-------- Records to process --------

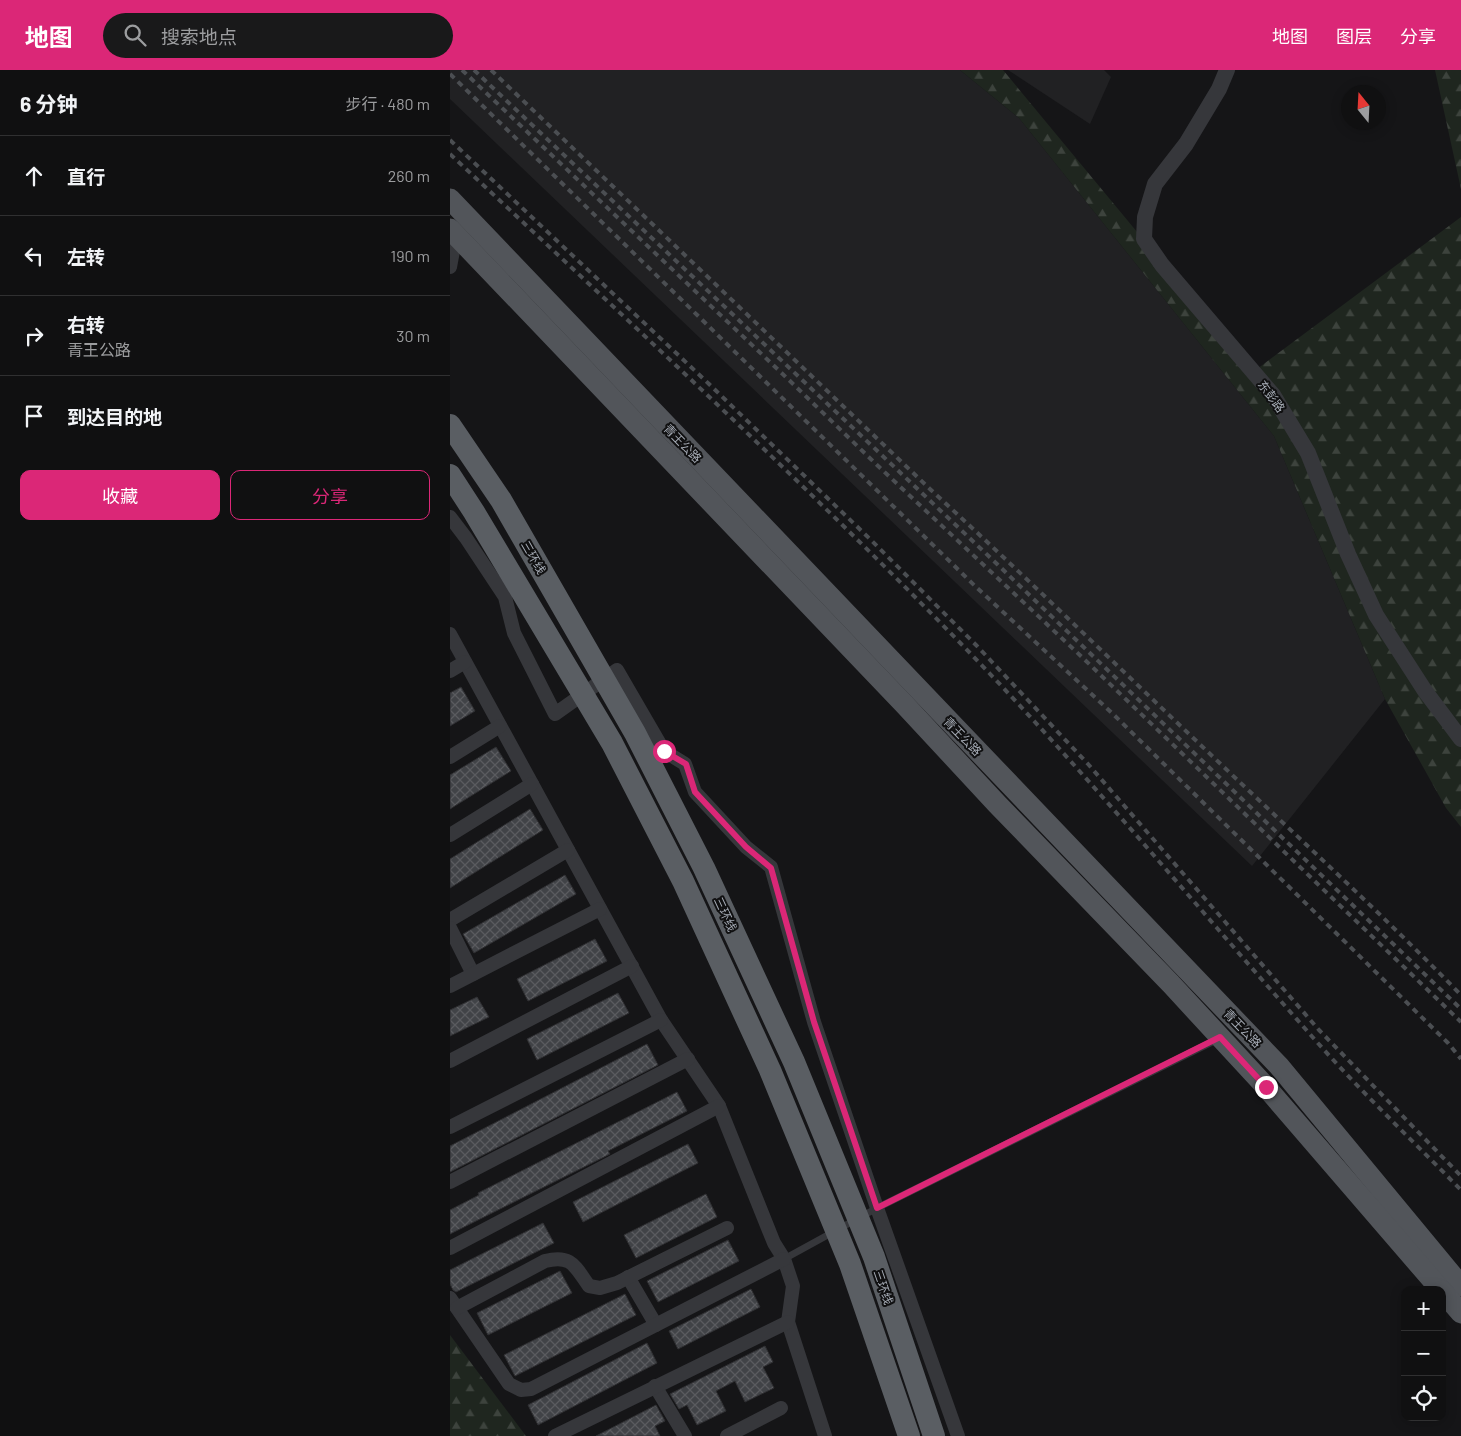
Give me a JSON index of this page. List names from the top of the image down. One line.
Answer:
{"streets":{"highway":["三环线"],"main road":["青王公路"],"street":["东彭路"]},"north":"top","page":{"header":"地图","search":"搜索地点","nav":["地图","图层","分享"],"heading":["6 分钟","步行 · 480 m"],"list":[["直行","260 m"],["左转","190 m"],["右转","青王公路","30 m"],"到达目的地"],"buttons":["收藏","分享"],"map_buttons":["+","−"]}}
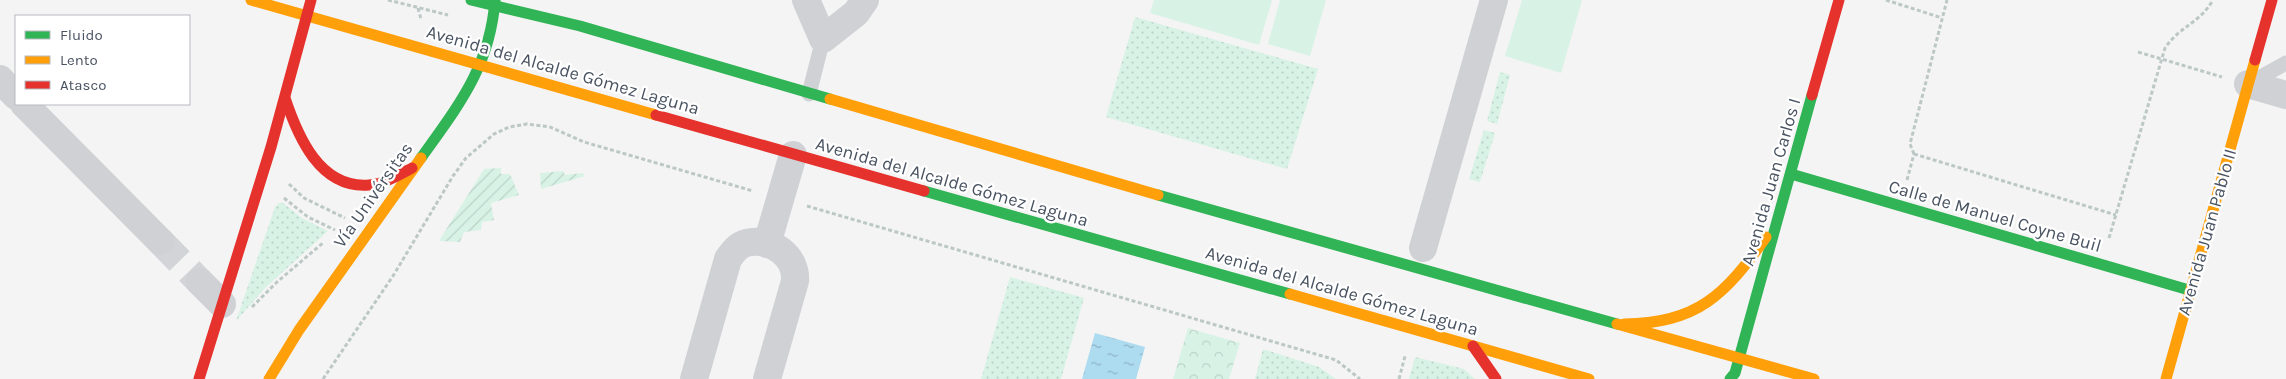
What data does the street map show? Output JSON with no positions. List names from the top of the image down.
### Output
{
  "streets": {
    "main road": [
      "Avenida del Alcalde Gómez Laguna",
      "Avenida Juan Carlos I",
      "Vía Univérsitas",
      "Calle de Manuel Coyne Buil",
      "Avenida Juan Pablo II"
    ]
  },
  "crossings": [
    ["Avenida del Alcalde Gómez Laguna", "Vía Univérsitas"],
    ["Avenida Juan Carlos I", "Calle de Manuel Coyne Buil"],
    ["Calle de Manuel Coyne Buil", "Avenida Juan Pablo II"]
  ],
  "legend": ["Fluido", "Lento", "Atasco"]
}
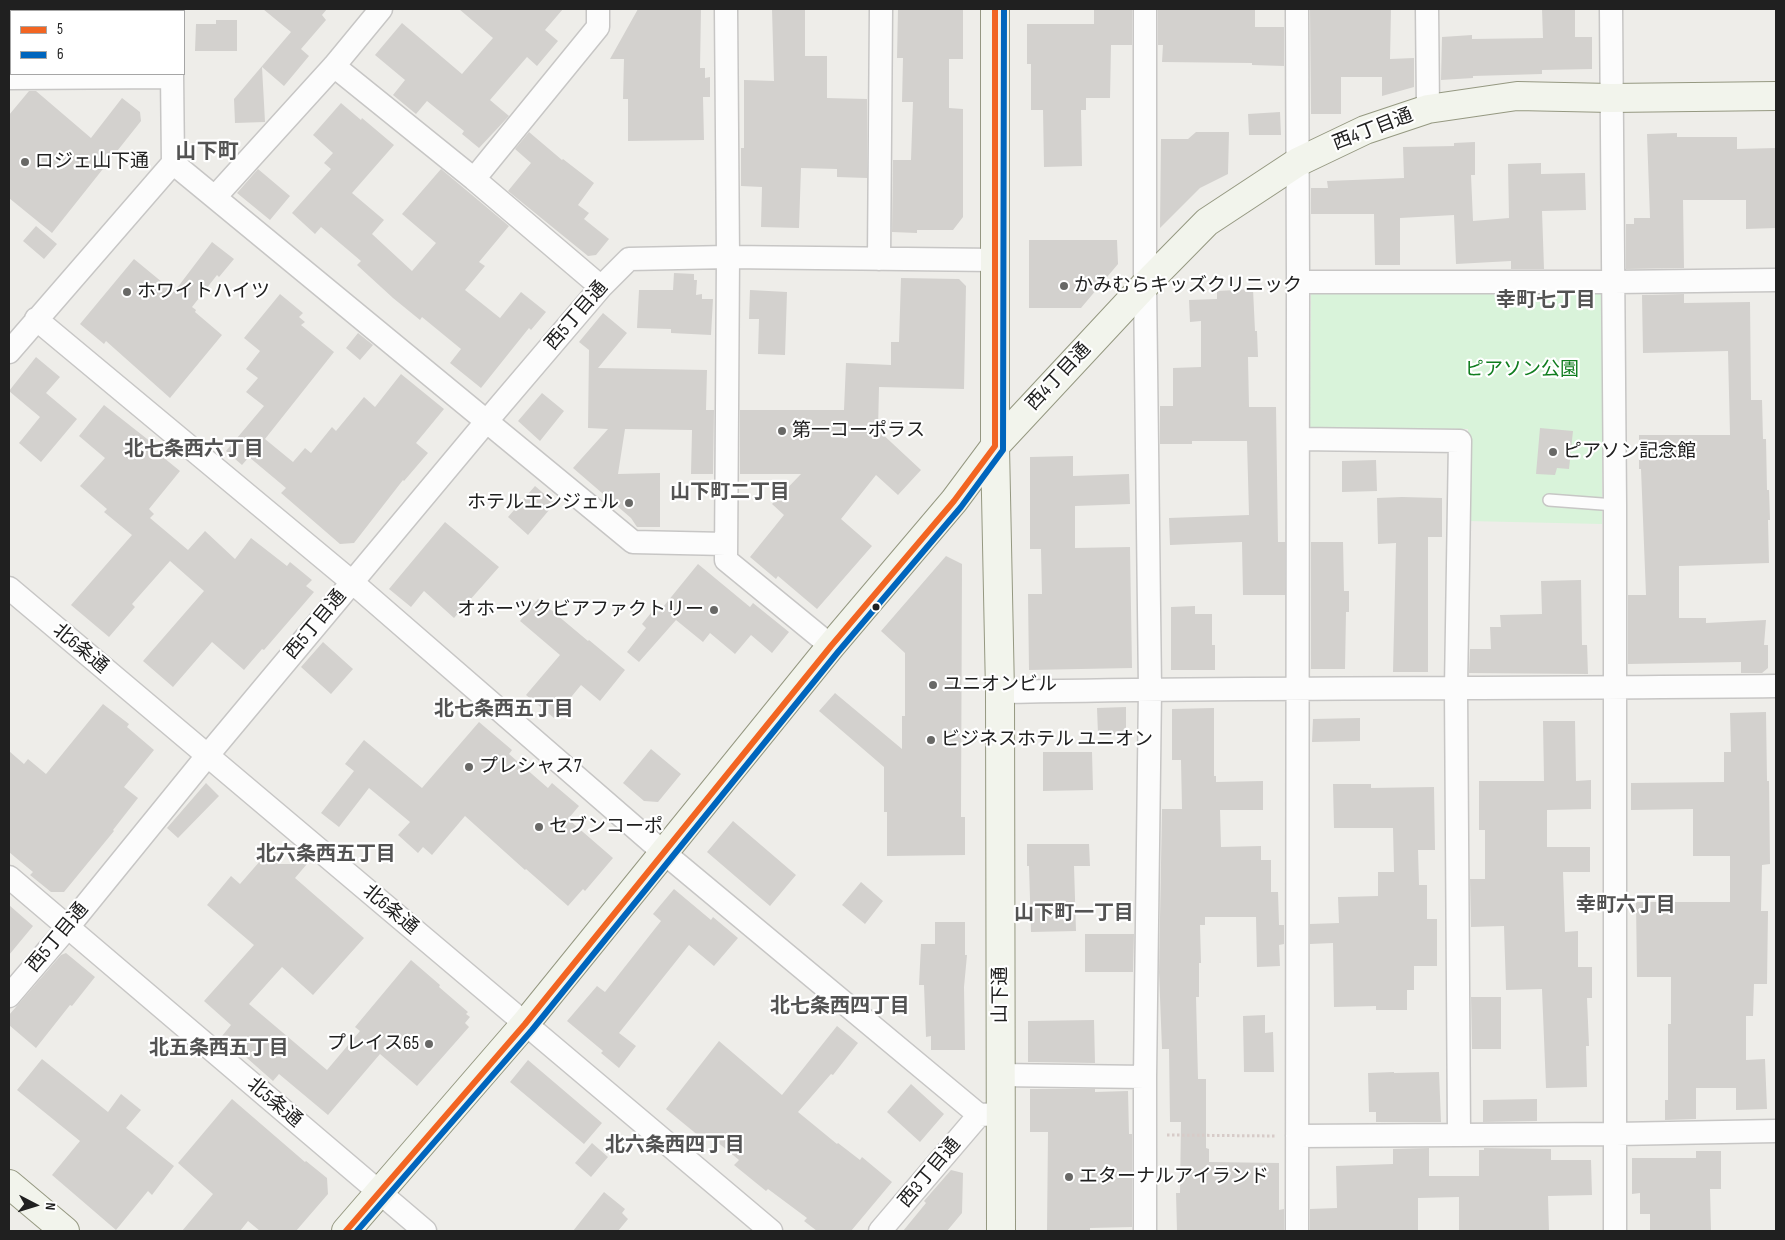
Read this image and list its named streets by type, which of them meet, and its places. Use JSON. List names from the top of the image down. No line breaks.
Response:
{"streets":{"street":["西4丁目通","西5丁目通","北6条通","山下通","北5条通","西3丁目通"]},"crossings":[["西4丁目通","北6条通"],["西4丁目通","山下通"],["西4丁目通","北5条通"],["西5丁目通","北6条通"],["西5丁目通","北5条通"],["山下通","西3丁目通"]],"districts":["山下町","幸町七丁目","北七条西六丁目","山下町二丁目","北七条西五丁目","北六条西五丁目","幸町六丁目","山下町一丁目","北七条西四丁目","北五条西五丁目","北六条西四丁目"],"parks":["ピアソン公園"],"places":["ロジェ山下通","かみむらキッズクリニック","ホワイトハイツ","第一コーポラス","ピアソン記念館","ホテルエンジェル","オホーツクビアファクトリー","ユニオンビル","ビジネスホテル ユニオン","プレシャス7","セブンコーポ","プレイス65","エターナルアイランド"],"lines":["transit line 5","transit line 6"],"legend":["5","6"],"north":"right"}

--------

* **Task prompt**: Reproduce the records above word for word, without the images.

* **Task result**:
Give me a JSON index of this page. List names from the top of the image down. One line.
Answer:
{"streets":{"highway":["三环线"],"main road":["青王公路"],"street":["东彭路"]},"north":"top","page":{"header":"地图","search":"搜索地点","nav":["地图","图层","分享"],"heading":["6 分钟","步行 · 480 m"],"list":[["直行","260 m"],["左转","190 m"],["右转","青王公路","30 m"],"到达目的地"],"buttons":["收藏","分享"],"map_buttons":["+","−"]}}
What data does the street map show? Output JSON with no positions. List names from the top of the image down.
### Output
{
  "streets": {
    "main road": [
      "Avenida del Alcalde Gómez Laguna",
      "Avenida Juan Carlos I",
      "Vía Univérsitas",
      "Calle de Manuel Coyne Buil",
      "Avenida Juan Pablo II"
    ]
  },
  "crossings": [
    ["Avenida del Alcalde Gómez Laguna", "Vía Univérsitas"],
    ["Avenida Juan Carlos I", "Calle de Manuel Coyne Buil"],
    ["Calle de Manuel Coyne Buil", "Avenida Juan Pablo II"]
  ],
  "legend": ["Fluido", "Lento", "Atasco"]
}
Read this image and list its named streets by type, which of them meet, and its places. Use JSON. List names from the top of the image down. No line breaks.
Response:
{"streets":{"street":["西4丁目通","西5丁目通","北6条通","山下通","北5条通","西3丁目通"]},"crossings":[["西4丁目通","北6条通"],["西4丁目通","山下通"],["西4丁目通","北5条通"],["西5丁目通","北6条通"],["西5丁目通","北5条通"],["山下通","西3丁目通"]],"districts":["山下町","幸町七丁目","北七条西六丁目","山下町二丁目","北七条西五丁目","北六条西五丁目","幸町六丁目","山下町一丁目","北七条西四丁目","北五条西五丁目","北六条西四丁目"],"parks":["ピアソン公園"],"places":["ロジェ山下通","かみむらキッズクリニック","ホワイトハイツ","第一コーポラス","ピアソン記念館","ホテルエンジェル","オホーツクビアファクトリー","ユニオンビル","ビジネスホテル ユニオン","プレシャス7","セブンコーポ","プレイス65","エターナルアイランド"],"lines":["transit line 5","transit line 6"],"legend":["5","6"],"north":"right"}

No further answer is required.